(Saved data entries)

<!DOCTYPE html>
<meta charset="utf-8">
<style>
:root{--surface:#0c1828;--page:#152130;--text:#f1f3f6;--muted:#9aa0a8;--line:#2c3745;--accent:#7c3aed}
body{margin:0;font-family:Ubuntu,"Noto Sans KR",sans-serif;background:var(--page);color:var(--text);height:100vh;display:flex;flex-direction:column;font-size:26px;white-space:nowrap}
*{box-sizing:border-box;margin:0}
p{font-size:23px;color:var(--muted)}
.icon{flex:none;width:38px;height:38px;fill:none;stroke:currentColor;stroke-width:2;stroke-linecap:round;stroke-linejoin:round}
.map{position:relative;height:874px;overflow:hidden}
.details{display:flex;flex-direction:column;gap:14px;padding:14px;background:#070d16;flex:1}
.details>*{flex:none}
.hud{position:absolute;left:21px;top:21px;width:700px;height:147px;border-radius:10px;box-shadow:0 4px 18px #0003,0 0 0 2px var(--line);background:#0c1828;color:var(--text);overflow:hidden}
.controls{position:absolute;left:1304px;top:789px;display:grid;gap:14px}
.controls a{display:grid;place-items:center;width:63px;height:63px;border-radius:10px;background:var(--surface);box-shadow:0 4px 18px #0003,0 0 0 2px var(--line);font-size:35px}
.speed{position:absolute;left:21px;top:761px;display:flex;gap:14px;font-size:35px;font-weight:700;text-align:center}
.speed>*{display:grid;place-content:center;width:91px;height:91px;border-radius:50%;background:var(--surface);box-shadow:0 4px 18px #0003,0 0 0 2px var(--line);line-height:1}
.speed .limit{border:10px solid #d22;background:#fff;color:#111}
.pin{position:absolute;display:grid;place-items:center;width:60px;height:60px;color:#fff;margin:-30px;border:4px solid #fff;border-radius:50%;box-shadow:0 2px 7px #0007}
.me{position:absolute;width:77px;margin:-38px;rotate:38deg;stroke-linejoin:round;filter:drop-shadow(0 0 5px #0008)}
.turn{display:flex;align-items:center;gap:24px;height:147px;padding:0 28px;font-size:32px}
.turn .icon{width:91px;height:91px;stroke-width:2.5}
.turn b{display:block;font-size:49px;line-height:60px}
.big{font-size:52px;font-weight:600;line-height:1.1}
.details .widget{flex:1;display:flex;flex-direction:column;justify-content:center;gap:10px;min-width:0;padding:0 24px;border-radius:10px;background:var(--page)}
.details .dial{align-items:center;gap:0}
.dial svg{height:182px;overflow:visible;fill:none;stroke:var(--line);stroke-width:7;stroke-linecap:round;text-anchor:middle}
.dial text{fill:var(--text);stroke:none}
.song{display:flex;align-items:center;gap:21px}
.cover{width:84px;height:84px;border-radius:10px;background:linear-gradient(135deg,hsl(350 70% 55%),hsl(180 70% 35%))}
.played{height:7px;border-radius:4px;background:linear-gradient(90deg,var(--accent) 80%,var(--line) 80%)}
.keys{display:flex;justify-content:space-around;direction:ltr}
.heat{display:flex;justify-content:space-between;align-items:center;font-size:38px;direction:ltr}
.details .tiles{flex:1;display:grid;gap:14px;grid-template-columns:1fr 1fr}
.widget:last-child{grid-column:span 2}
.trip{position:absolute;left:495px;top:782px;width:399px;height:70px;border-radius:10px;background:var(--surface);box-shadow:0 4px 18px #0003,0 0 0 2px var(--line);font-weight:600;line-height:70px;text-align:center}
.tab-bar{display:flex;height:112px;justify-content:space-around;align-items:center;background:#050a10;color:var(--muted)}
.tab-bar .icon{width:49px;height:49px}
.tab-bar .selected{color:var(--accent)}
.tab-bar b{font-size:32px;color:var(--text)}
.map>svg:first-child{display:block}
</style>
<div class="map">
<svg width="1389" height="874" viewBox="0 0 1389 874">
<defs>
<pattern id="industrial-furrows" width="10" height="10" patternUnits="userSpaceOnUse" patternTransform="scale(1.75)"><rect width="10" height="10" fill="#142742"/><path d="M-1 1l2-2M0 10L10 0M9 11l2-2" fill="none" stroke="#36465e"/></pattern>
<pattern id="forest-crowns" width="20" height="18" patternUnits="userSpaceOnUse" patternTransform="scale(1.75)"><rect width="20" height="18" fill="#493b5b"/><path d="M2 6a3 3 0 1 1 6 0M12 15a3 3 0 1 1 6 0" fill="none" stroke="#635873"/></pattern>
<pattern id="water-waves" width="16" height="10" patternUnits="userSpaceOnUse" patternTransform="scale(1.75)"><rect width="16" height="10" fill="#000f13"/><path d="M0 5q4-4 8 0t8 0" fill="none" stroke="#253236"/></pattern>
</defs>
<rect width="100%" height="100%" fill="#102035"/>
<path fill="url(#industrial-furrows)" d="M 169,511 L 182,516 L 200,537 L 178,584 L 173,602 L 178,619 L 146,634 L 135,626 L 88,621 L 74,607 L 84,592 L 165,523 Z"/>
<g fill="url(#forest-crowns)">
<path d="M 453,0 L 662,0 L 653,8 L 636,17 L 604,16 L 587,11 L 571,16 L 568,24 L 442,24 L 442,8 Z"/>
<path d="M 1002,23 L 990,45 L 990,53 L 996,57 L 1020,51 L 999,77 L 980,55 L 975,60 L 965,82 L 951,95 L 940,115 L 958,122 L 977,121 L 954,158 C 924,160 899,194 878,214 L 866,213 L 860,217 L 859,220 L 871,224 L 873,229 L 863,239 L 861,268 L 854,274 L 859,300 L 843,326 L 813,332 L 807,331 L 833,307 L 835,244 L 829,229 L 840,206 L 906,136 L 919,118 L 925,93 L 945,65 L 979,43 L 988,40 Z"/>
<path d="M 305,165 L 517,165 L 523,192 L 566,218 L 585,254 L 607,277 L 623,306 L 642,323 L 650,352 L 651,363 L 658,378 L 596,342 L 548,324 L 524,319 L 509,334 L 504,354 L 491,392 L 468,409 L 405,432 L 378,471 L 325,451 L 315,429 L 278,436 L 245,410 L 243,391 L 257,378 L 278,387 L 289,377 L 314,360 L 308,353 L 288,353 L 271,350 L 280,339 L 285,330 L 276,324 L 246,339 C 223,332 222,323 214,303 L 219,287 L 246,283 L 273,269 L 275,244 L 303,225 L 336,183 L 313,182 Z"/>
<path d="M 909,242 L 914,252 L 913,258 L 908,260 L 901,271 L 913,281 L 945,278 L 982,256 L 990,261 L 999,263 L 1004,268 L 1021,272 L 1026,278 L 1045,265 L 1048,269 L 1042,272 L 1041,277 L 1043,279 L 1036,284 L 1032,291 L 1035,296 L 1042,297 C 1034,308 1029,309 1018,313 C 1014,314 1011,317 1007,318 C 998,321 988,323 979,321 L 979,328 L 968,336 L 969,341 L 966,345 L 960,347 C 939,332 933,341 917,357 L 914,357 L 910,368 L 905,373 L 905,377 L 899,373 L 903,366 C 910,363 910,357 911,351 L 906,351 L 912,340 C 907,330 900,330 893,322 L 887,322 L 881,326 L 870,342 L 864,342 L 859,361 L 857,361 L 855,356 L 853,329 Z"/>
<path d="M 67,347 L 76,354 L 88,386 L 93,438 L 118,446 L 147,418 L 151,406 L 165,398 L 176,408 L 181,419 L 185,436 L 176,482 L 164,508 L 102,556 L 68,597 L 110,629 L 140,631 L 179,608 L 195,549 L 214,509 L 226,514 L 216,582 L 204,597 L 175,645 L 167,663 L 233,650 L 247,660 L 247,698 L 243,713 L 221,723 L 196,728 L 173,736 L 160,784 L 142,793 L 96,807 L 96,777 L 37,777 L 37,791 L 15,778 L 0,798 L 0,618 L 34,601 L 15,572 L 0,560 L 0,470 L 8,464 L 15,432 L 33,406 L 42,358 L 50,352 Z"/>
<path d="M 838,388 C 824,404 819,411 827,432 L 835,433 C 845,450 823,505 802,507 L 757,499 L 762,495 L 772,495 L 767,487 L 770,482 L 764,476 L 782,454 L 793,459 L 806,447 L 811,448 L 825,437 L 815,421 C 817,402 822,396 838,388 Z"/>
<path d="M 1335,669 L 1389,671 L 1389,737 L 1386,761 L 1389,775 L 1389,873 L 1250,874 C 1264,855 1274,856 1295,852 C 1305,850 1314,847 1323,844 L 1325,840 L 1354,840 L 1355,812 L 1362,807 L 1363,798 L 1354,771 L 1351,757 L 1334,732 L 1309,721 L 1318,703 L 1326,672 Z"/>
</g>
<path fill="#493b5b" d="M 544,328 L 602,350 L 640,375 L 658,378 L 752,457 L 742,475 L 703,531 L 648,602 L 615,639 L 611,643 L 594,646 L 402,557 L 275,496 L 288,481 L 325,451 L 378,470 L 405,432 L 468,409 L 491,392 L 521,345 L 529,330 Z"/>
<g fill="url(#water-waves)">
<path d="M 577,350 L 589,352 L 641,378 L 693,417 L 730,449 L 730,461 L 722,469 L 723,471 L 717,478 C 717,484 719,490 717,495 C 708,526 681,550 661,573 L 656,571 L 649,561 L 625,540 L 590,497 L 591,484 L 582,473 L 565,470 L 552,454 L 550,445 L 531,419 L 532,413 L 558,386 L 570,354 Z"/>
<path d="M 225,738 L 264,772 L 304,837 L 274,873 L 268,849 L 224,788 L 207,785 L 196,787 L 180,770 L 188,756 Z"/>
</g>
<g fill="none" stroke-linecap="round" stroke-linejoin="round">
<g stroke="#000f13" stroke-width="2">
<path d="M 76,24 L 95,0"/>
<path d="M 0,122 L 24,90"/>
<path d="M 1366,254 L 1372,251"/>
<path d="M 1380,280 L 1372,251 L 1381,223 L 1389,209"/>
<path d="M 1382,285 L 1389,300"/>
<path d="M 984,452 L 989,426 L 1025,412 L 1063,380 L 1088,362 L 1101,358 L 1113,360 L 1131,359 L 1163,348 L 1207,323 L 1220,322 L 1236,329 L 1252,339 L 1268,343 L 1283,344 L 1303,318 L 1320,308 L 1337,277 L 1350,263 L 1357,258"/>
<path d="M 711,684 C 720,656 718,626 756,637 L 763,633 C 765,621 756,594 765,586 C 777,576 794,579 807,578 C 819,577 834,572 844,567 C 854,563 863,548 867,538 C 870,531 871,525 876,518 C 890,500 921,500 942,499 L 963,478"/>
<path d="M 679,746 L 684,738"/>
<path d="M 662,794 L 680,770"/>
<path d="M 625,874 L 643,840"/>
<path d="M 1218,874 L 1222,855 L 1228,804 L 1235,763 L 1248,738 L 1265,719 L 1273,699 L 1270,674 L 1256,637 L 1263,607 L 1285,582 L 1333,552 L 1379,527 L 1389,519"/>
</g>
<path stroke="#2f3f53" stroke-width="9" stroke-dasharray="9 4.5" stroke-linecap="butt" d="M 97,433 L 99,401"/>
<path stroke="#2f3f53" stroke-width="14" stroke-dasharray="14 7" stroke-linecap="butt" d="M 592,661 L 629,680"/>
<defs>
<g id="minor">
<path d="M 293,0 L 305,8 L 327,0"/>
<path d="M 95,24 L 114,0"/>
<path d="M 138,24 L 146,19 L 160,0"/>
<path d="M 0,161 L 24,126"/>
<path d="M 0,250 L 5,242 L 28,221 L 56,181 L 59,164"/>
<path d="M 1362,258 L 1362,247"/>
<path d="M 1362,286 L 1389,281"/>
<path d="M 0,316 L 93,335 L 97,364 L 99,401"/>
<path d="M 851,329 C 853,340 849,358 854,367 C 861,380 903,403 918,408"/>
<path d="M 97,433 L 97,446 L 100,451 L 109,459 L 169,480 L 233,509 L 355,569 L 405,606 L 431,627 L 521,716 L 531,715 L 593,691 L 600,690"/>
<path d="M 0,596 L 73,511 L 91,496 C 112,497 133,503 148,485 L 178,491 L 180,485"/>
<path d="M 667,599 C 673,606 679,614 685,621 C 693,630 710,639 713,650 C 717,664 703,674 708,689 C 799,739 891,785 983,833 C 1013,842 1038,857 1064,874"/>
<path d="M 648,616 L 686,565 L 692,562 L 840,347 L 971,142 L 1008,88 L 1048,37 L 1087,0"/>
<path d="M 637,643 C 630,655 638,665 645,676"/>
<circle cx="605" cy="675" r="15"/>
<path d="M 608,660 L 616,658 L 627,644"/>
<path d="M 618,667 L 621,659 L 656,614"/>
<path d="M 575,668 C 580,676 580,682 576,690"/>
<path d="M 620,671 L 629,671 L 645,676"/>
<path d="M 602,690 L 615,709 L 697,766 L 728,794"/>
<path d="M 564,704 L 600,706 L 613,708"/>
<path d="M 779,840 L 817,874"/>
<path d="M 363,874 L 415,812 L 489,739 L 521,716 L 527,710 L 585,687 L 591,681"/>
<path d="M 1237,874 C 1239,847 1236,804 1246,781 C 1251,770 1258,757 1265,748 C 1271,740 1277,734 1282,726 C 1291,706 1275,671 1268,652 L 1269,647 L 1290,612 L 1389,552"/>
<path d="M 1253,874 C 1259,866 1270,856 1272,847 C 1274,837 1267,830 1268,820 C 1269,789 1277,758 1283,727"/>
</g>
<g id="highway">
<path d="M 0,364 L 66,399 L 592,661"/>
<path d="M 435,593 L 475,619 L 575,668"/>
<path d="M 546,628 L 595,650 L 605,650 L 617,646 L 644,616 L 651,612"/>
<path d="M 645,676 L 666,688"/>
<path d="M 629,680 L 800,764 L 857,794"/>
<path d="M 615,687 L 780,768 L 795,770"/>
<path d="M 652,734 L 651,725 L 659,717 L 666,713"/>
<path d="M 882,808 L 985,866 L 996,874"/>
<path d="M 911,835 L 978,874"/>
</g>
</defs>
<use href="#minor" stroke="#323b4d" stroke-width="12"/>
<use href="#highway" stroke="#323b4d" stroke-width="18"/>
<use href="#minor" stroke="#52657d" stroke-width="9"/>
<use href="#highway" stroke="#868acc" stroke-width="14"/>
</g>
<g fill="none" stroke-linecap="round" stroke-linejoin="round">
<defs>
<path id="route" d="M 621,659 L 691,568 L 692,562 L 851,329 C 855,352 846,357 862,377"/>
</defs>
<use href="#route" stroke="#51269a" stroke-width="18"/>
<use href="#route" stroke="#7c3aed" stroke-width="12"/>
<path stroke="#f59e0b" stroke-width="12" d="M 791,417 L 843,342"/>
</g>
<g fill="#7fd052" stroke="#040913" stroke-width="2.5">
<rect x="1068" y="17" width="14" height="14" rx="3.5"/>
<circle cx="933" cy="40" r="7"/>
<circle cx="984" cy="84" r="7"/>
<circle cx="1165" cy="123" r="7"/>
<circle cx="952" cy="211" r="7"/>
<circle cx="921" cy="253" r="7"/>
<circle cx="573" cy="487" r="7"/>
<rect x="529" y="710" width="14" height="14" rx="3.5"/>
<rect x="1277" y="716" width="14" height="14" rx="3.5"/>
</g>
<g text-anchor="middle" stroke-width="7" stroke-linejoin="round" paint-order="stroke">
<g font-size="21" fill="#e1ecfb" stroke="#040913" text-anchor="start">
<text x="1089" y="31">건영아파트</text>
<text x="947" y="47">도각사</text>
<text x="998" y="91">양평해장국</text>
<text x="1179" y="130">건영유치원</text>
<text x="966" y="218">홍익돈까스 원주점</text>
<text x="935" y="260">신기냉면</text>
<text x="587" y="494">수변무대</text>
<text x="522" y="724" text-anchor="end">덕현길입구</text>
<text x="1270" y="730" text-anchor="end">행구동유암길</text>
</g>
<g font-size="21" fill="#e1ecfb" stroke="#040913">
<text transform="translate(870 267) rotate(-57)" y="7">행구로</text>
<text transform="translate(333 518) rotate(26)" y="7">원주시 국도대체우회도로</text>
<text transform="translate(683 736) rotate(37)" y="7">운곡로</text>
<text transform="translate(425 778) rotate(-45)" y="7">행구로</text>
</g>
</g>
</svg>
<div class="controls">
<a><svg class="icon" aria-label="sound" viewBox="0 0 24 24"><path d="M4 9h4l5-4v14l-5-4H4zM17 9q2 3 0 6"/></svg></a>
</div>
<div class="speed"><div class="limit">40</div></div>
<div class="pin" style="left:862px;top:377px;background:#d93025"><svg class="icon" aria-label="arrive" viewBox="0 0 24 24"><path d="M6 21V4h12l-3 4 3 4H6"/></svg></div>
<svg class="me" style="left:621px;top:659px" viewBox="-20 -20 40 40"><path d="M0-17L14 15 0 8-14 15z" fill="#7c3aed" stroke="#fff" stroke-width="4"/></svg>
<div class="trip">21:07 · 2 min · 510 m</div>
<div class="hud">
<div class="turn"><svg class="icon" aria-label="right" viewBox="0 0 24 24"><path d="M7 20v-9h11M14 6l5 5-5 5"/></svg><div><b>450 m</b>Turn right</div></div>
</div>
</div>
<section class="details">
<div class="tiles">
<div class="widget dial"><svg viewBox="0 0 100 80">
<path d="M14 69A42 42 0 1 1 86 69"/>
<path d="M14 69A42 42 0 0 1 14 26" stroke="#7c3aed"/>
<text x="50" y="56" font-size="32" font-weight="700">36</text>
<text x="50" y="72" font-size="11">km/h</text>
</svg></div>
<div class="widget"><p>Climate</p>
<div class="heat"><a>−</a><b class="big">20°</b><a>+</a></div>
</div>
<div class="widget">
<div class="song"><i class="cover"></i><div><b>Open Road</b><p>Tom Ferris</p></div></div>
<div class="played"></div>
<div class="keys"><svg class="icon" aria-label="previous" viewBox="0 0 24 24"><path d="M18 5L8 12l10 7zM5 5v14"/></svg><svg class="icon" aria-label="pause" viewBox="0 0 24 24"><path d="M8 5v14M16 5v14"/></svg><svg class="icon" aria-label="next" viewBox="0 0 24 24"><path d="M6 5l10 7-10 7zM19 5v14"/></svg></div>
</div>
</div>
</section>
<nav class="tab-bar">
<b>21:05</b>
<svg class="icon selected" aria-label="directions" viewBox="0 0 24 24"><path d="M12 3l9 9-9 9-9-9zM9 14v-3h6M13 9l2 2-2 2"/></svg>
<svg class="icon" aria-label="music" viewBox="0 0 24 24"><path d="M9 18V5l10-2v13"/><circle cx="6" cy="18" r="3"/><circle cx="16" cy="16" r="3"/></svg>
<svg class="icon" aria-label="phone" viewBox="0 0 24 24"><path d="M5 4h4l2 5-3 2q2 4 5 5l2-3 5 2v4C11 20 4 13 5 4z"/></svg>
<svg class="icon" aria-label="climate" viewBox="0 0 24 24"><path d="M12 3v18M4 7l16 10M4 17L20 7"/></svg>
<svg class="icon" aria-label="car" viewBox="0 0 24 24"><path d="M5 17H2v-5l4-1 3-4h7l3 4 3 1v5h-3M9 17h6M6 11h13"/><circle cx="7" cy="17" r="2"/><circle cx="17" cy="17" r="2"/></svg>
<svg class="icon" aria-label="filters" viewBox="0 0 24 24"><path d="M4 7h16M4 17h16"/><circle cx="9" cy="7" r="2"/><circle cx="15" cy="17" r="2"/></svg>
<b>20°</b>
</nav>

WHAT YOU HAVE TO DO
Within the data, count the lines that hold the word "cover". Answer with the figure and nothing more.

SOLVED PROBLEM
2